▶ YOUR ASSIGNMENT:
Return the lines of the data below in which the string "strokeStyle" occurs.

DATASET RECORDS START

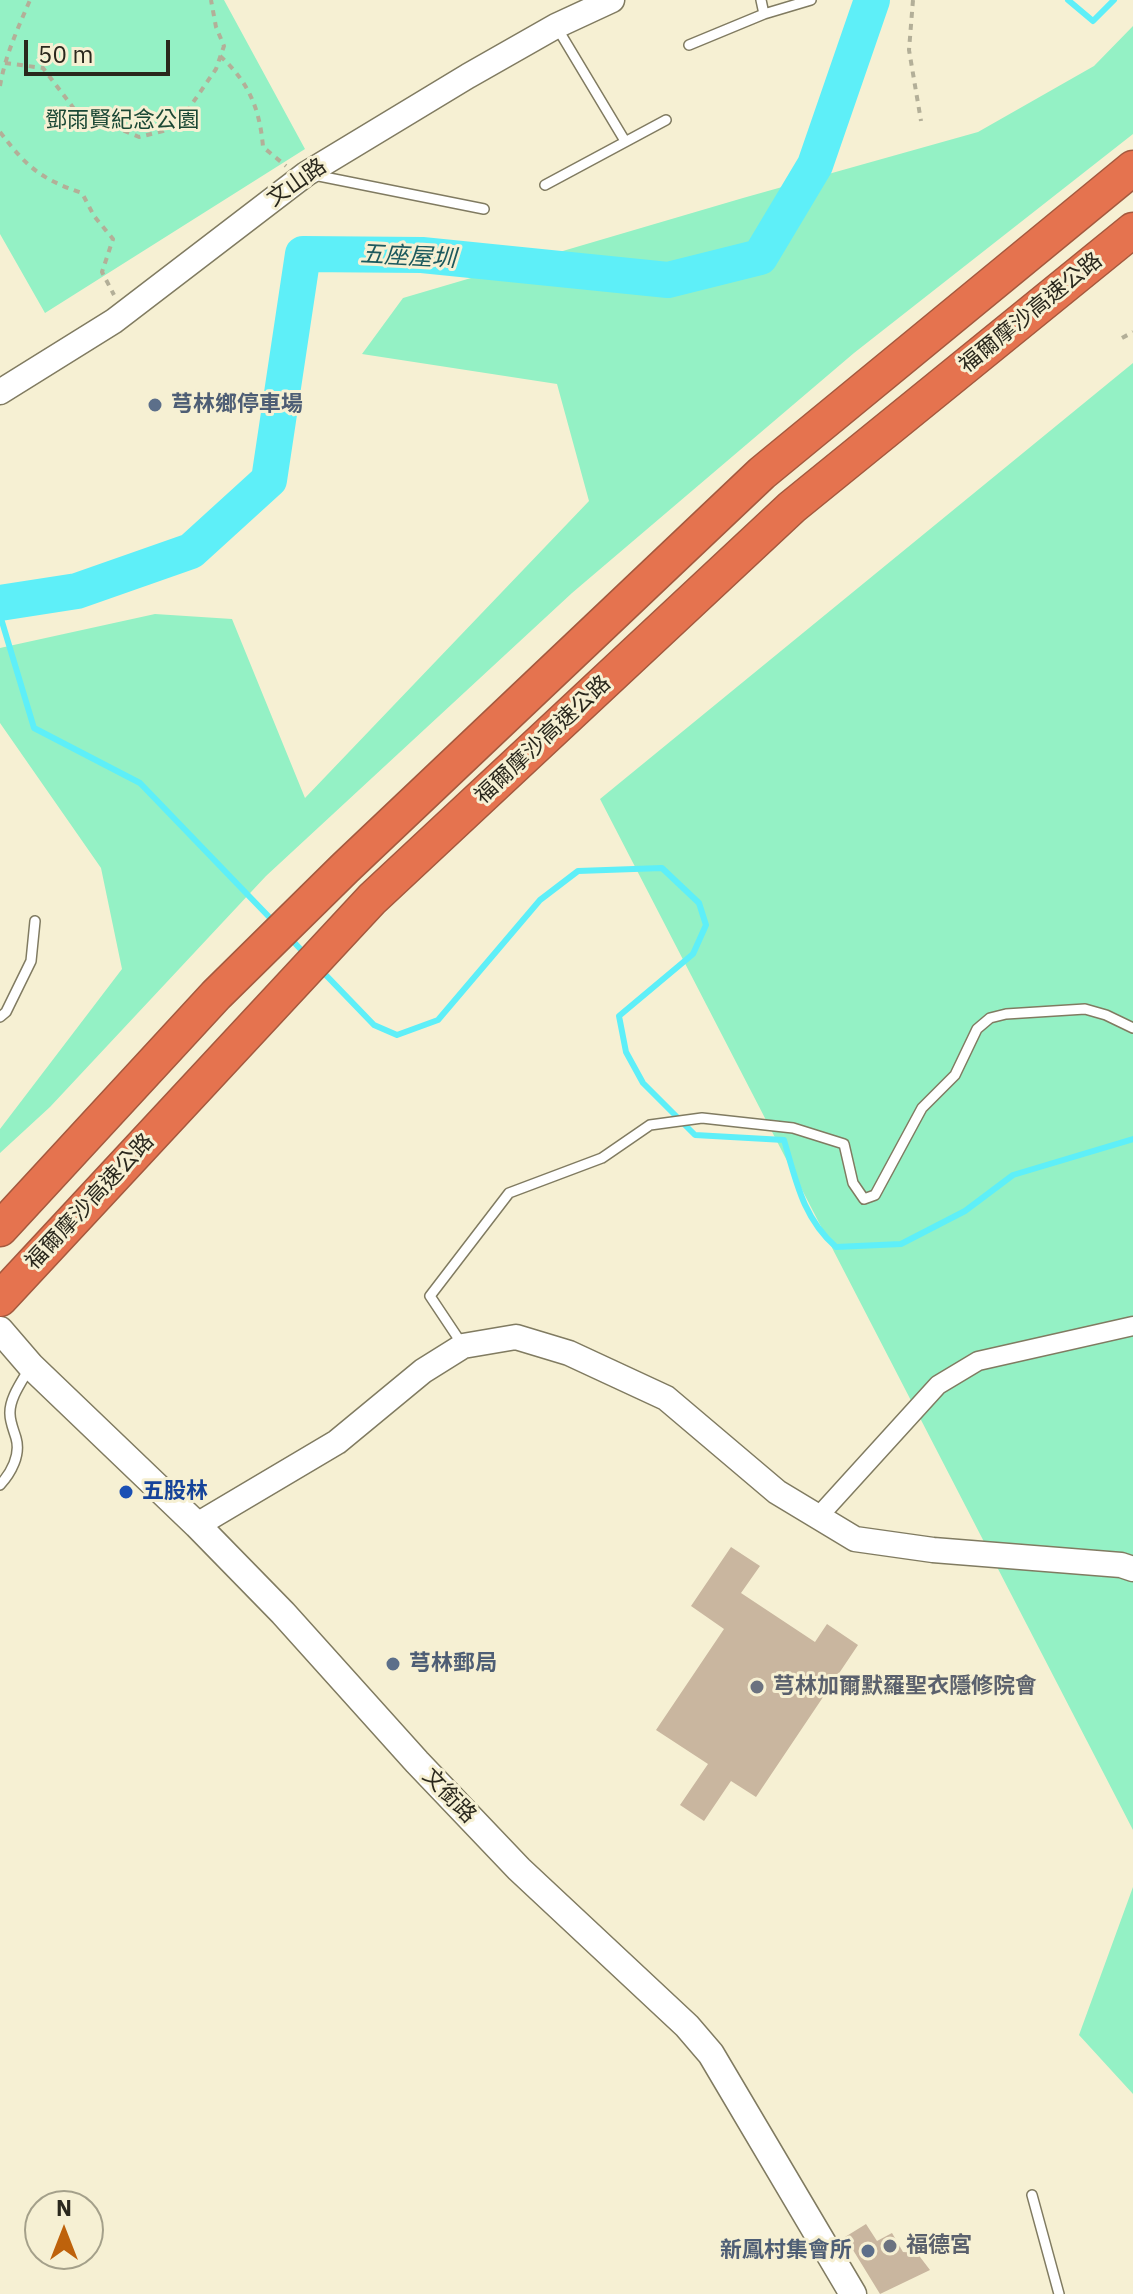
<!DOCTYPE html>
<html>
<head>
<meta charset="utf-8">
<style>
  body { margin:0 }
  #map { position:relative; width:1133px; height:2294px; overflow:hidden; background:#f6f0d3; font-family:"IBM Plex Sans",sans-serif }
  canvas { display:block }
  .north { position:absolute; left:24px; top:2190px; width:80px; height:80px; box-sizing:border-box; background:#f6f0d3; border:2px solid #a4a08a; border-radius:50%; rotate:0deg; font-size:22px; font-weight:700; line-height:32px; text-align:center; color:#2a281d }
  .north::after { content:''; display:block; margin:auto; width:28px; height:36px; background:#be620c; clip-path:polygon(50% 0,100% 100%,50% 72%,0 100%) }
  .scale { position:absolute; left:24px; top:40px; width:146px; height:36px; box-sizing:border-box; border:4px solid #2a281d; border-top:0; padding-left:10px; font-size:24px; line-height:28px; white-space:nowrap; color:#2a281d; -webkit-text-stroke:6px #f6f0d3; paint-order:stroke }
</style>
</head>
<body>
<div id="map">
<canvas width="1133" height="2294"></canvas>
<div class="north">N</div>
<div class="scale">50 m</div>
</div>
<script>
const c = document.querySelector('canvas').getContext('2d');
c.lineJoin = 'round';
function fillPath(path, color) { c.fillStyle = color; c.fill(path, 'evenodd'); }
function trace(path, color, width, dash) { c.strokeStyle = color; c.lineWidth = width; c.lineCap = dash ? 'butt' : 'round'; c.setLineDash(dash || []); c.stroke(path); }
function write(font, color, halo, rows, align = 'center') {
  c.font = font + ' "IBM Plex Sans","Noto Sans TC",sans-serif'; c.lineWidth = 6; c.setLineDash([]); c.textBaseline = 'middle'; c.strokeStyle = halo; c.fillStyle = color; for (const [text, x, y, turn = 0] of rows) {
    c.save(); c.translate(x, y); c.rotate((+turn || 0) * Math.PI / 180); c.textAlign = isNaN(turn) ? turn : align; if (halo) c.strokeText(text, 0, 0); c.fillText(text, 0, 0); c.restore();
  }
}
fillPath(new Path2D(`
  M0 0H224L305 149 45 313 0 234Z
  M1133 26V134L854 353 572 593 266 876 50 1107 0 1153V1129L122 969 101 868 0 723V648L155 614 232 619 305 798 589 501 557 384 362 354 403 298 743 198 978 132 1094 66Z
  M1133 363V1830L600 799Z
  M1133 1887V2094L1079 2035Z`), '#94f1c5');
trace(new Path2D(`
  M1068 0 1093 21 1114 0
  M0 615 34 728 140 783 273 921
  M290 938 307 956
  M320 969 374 1025 397 1035 438 1020 540 900 578 871 662 868 699 903 706 925 693 954 619 1016 626 1052 643 1083 695 1135 784 1140C796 1181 803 1218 836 1247L901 1244 965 1211 1013 1175 1133 1139`), '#5eeff8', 6);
trace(new Path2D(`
  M0 603 77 591 191 551 269 480 303 254 422 255 668 280 760 257 815 165 872 0`), '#5eeff8', 36);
fillPath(new Path2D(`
  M731 1547 760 1566 741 1593 815 1642 827 1624 858 1645 756 1797 731 1781 704 1821 680 1805 708 1764 656 1730 724 1629 691 1606Z
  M866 2224 877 2241 892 2233 903 2252 917 2253 930 2270 880 2294 845 2237Z`), '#c9b69f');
const service = new Path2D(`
  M761 0 764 14
  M556 26 625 141
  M689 45 764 14 811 0
  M314 175 484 209
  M545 185 666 120
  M0 1017 6 1012 31 961 35 921
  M462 1344 430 1296 509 1193 602 1158 650 1125 702 1118 793 1128 844 1144 853 1183 864 1199 875 1195 922 1108 955 1075 977 1029 990 1018 1006 1014 1085 1009 1106 1015 1133 1028
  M0 1485C11 1473 21 1455 16 1438 14 1431 10 1422 10 1414 9 1398 23 1380 30 1367
  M1032 2195 1059 2294`);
const minor = new Path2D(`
  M818 1517 938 1385 978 1361 1133 1326`);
const tertiary = new Path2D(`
  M0 392 114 321 306 174 468 76 556 26 612 0
  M197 1525 337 1442 423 1371 463 1346 516 1337 569 1353 666 1398 777 1492 855 1539 933 1550 1121 1565 1133 1569`);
const secondary = new Path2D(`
  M0 1330 31 1366 197 1525 283 1613 417 1762 519 1869 687 2026 711 2054 853 2294`);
const motorway = new Path2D(`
  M0 1229 216 995 345 868 762 473 1133 168
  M0 1299 372 899 792 507 1133 230`);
trace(service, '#807b61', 12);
trace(minor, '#807b61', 21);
trace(tertiary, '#807b61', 27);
trace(secondary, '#807b61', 29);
trace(motorway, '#a4593e', 37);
trace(new Path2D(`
  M913 0 909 50 921 121
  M220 56C249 82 260 110 263 147L286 166
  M5 63 43 68 75 110 139 137 163 131 183 117 216 69 224 46 216 27 211 0
  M0 86C5 56 18 28 30 0
  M0 132C26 166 40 179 82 193L94 216 113 239 102 272 114 295
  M1122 338 1133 332`), '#b3af98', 4, [6, 6]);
trace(service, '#fff', 9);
trace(minor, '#fff', 18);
trace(tertiary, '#fff', 24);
trace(secondary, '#fff', 26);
trace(motorway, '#e5734f', 34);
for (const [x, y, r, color] of [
  [155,405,8,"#5c6f8a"],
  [126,1492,8,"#1a4fb4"],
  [393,1664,8,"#5c6f8a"],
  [757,1687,8,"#6b7280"],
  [890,2246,8,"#6b7280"],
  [868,2251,8,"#5c6f8a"]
]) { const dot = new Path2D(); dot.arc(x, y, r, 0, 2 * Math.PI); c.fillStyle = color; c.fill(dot); trace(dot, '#f6f0d3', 3); }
write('22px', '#1b4835', '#f6f0d3', [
  ["鄧雨賢紀念公園",122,121]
]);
write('22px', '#2a281d', '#f6f0d3', [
  ["文山路",297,183,-35],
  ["福爾摩沙高速公路",1031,313,-39],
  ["福爾摩沙高速公路",543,740,-43],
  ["福爾摩沙高速公路",90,1202,-47],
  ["文銜路",449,1796,46]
]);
write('bold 22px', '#4e5e75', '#f6f0d3', [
  ["芎林鄉停車場",171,405],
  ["芎林郵局",409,1664],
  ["新鳳村集會所",852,2251,"right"]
], 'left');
write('bold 22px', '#164399', '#f6f0d3', [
  ["五股林",142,1492]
], 'left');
write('bold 22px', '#5b616d', '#f6f0d3', [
  ["芎林加爾默羅聖衣隱修院會",773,1687],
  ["福德宮",906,2246]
], 'left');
write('italic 24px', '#1c595d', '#f6f0d3', [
  ["五座屋圳",408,257,3]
]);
</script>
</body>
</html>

DATASET RECORDS END

▶ ANSWER SECTION:
function trace(path, color, width, dash) { c.strokeStyle = color; c.lineWidth = width; c.lineCap = dash ? 'butt' : 'round'; c.setLineDash(dash || []); c.stroke(path); }
  c.font = font + ' "IBM Plex Sans","Noto Sans TC",sans-serif'; c.lineWidth = 6; c.setLineDash([]); c.textBaseline = 'middle'; c.strokeStyle = halo; c.fillStyle = color; for (const [text, x, y, turn = 0] of rows) {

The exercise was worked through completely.